■ Aim of the exercise
Exactly the lines from the line containing "<button>−</button>" through the last line of the entries below should appear in the answer, reproduced verbatim.
BEGIN Supplied material
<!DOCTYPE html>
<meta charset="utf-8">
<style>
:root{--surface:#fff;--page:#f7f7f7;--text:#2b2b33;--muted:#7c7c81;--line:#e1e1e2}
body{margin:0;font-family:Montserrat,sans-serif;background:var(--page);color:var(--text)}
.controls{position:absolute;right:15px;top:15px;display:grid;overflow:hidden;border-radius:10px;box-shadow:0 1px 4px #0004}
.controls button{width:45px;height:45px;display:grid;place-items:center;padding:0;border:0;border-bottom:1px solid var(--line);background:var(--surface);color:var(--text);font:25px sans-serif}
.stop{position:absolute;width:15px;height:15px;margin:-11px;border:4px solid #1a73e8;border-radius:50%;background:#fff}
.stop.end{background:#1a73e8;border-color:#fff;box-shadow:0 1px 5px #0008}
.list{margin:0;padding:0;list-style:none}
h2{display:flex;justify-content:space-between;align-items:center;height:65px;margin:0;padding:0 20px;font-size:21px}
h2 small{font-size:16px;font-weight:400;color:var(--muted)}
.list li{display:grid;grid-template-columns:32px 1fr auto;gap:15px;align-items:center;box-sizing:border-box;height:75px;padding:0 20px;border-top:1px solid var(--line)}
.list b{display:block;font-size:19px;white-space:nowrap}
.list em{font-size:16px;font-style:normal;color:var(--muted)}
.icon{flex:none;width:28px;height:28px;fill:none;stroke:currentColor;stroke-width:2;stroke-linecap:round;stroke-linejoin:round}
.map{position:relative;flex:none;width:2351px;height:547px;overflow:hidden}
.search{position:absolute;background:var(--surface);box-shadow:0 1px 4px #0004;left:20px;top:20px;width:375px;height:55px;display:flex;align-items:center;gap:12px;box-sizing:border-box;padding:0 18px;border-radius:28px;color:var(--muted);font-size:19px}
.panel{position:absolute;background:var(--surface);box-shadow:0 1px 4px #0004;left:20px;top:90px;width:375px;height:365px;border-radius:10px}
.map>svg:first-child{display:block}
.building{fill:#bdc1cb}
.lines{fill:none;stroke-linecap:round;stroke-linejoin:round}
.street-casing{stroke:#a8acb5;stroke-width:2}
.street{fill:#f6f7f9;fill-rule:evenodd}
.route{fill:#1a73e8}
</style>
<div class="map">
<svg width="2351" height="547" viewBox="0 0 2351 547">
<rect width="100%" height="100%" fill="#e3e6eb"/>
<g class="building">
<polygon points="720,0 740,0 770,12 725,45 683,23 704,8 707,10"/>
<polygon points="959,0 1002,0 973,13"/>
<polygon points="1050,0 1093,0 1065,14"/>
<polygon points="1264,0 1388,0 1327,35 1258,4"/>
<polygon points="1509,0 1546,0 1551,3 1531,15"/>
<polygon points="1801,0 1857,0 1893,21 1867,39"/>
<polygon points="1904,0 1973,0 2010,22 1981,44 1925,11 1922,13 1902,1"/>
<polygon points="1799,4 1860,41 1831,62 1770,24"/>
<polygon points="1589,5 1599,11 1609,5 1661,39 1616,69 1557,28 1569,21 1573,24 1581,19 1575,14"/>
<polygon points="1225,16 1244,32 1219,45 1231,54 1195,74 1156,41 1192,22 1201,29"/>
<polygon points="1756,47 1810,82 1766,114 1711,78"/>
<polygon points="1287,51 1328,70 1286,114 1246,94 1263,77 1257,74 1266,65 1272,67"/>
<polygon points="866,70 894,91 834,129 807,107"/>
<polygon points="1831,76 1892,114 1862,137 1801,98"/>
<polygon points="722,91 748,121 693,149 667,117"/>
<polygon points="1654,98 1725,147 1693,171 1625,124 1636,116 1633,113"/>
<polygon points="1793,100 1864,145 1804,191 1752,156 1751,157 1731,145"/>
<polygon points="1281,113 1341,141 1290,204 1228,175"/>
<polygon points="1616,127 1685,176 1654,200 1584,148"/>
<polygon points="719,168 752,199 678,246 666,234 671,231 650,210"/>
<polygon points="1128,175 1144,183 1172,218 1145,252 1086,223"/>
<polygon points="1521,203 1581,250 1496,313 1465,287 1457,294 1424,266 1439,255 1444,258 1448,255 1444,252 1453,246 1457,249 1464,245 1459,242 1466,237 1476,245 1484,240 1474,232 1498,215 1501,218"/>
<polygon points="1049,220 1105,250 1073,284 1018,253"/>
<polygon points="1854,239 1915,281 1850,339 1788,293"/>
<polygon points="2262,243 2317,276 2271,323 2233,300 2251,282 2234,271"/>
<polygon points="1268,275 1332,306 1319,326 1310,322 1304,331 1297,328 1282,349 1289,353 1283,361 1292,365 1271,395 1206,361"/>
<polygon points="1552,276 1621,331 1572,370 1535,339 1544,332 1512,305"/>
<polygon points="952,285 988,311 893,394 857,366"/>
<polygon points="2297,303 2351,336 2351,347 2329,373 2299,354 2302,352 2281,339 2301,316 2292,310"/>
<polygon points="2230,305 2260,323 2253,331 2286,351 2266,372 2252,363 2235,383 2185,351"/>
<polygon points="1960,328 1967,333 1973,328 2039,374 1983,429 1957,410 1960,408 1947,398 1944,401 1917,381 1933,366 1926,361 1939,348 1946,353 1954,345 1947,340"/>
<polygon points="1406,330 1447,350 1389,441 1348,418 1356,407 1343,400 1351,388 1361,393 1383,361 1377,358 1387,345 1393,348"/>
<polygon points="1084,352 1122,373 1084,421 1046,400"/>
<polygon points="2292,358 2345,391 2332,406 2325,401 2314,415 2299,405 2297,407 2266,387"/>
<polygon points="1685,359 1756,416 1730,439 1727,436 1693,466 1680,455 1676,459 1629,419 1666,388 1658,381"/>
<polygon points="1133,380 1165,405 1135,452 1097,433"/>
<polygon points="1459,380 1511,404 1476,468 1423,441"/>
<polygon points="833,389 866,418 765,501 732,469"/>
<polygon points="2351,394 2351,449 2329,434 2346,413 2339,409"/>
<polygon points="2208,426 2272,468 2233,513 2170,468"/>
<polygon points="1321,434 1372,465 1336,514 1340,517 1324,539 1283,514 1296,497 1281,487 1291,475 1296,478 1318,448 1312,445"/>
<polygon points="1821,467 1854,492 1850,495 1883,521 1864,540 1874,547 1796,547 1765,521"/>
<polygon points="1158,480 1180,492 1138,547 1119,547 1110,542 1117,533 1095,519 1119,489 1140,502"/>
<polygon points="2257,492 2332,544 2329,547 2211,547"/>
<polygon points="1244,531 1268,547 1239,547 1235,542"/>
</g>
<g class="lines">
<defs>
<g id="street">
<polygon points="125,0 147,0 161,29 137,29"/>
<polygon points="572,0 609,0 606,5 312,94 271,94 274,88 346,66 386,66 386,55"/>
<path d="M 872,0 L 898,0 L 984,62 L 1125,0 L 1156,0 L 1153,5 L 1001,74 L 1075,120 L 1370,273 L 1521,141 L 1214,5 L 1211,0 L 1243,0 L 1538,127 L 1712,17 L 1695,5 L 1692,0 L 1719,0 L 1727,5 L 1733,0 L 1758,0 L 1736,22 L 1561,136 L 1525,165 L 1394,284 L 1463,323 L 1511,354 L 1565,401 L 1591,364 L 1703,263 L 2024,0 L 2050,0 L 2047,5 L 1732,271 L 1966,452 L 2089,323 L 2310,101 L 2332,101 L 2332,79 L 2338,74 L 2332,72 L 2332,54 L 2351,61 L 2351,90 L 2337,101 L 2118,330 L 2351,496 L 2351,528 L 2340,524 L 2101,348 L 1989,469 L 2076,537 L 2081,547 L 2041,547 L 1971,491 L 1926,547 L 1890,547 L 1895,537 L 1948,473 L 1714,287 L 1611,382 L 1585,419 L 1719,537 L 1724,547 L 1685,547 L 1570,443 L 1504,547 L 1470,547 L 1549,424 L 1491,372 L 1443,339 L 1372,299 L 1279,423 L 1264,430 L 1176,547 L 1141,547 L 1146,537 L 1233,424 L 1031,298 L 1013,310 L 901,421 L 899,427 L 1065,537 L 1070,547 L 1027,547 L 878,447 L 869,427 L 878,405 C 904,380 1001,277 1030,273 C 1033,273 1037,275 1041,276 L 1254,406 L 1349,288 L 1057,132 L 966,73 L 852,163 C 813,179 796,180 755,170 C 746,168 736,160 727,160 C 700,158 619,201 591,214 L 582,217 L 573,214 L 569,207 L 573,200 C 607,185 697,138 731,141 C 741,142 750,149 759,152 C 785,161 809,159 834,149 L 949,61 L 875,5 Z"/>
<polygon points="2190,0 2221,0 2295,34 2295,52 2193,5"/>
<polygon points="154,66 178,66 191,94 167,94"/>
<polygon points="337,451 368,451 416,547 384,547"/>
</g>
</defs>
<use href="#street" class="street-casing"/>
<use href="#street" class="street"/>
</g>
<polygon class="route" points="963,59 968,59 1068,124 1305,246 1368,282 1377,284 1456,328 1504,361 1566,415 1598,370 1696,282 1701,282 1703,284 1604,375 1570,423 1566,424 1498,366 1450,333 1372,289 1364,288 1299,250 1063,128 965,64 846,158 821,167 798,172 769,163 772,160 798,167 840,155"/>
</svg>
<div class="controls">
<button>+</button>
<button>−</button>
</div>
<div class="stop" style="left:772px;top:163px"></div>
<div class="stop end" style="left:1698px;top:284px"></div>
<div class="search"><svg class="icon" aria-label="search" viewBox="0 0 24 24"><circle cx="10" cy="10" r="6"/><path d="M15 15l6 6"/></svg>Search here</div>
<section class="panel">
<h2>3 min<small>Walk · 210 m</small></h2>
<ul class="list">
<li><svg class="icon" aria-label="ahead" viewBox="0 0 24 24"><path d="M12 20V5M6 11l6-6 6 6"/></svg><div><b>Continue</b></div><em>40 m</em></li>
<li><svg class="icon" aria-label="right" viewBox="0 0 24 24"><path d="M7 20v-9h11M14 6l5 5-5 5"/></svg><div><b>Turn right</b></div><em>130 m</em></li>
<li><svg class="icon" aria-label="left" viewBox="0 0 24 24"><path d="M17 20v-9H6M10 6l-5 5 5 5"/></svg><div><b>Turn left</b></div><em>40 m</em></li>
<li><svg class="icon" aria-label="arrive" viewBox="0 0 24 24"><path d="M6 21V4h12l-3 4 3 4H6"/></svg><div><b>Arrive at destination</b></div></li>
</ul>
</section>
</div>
END Supplied material
■ Worked solution
<button>−</button>
</div>
<div class="stop" style="left:772px;top:163px"></div>
<div class="stop end" style="left:1698px;top:284px"></div>
<div class="search"><svg class="icon" aria-label="search" viewBox="0 0 24 24"><circle cx="10" cy="10" r="6"/><path d="M15 15l6 6"/></svg>Search here</div>
<section class="panel">
<h2>3 min<small>Walk · 210 m</small></h2>
<ul class="list">
<li><svg class="icon" aria-label="ahead" viewBox="0 0 24 24"><path d="M12 20V5M6 11l6-6 6 6"/></svg><div><b>Continue</b></div><em>40 m</em></li>
<li><svg class="icon" aria-label="right" viewBox="0 0 24 24"><path d="M7 20v-9h11M14 6l5 5-5 5"/></svg><div><b>Turn right</b></div><em>130 m</em></li>
<li><svg class="icon" aria-label="left" viewBox="0 0 24 24"><path d="M17 20v-9H6M10 6l-5 5 5 5"/></svg><div><b>Turn left</b></div><em>40 m</em></li>
<li><svg class="icon" aria-label="arrive" viewBox="0 0 24 24"><path d="M6 21V4h12l-3 4 3 4H6"/></svg><div><b>Arrive at destination</b></div></li>
</ul>
</section>
</div>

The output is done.